(SOURCE DATA)
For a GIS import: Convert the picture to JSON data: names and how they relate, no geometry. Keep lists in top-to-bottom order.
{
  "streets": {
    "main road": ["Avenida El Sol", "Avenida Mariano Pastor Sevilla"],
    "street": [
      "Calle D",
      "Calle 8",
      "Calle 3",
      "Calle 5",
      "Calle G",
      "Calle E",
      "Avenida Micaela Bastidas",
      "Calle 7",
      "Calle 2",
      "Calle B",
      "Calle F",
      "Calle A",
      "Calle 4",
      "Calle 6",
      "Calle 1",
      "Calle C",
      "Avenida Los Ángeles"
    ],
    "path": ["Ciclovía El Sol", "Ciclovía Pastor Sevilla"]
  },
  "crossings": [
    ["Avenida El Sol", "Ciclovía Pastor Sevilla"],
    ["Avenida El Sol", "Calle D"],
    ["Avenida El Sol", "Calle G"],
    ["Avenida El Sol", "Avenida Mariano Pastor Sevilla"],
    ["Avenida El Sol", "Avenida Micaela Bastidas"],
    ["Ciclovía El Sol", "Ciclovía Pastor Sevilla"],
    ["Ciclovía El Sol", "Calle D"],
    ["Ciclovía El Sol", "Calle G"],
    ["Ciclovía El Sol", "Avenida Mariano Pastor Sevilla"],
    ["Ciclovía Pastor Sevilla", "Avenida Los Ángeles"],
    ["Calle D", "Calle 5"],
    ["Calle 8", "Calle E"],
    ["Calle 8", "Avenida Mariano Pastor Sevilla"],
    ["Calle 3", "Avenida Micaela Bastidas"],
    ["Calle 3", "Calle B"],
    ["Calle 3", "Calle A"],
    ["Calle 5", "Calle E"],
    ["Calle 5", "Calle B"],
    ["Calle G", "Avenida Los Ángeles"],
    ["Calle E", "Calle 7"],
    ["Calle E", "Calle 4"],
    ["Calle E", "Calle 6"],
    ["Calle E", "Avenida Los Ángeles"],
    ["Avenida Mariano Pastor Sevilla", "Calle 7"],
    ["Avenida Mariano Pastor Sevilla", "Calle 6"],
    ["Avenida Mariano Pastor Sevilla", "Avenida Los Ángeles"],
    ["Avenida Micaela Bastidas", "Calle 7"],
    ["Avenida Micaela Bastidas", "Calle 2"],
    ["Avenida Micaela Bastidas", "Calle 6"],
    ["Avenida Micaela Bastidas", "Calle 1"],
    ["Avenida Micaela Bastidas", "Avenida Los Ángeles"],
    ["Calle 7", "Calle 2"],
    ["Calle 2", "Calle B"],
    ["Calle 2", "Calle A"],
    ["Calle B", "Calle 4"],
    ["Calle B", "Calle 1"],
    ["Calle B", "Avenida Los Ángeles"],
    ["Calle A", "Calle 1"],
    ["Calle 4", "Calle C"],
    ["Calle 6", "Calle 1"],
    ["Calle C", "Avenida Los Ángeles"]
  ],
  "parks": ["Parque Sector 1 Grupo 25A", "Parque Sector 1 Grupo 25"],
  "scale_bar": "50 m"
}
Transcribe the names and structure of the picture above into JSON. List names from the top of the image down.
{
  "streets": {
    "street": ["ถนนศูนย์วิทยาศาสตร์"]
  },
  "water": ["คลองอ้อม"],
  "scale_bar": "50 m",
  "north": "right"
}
(End SOURCE DATA)
=== TASK OBJECTIVE ===
In the lines above, spot each one that contains the word "Sevilla" and copy it.

=== THE ANSWER ===
    "main road": ["Avenida El Sol", "Avenida Mariano Pastor Sevilla"],
    "path": ["Ciclovía El Sol", "Ciclovía Pastor Sevilla"]
    ["Avenida El Sol", "Ciclovía Pastor Sevilla"],
    ["Avenida El Sol", "Avenida Mariano Pastor Sevilla"],
    ["Ciclovía El Sol", "Ciclovía Pastor Sevilla"],
    ["Ciclovía El Sol", "Avenida Mariano Pastor Sevilla"],
    ["Ciclovía Pastor Sevilla", "Avenida Los Ángeles"],
    ["Calle 8", "Avenida Mariano Pastor Sevilla"],
    ["Avenida Mariano Pastor Sevilla", "Calle 7"],
    ["Avenida Mariano Pastor Sevilla", "Calle 6"],
    ["Avenida Mariano Pastor Sevilla", "Avenida Los Ángeles"],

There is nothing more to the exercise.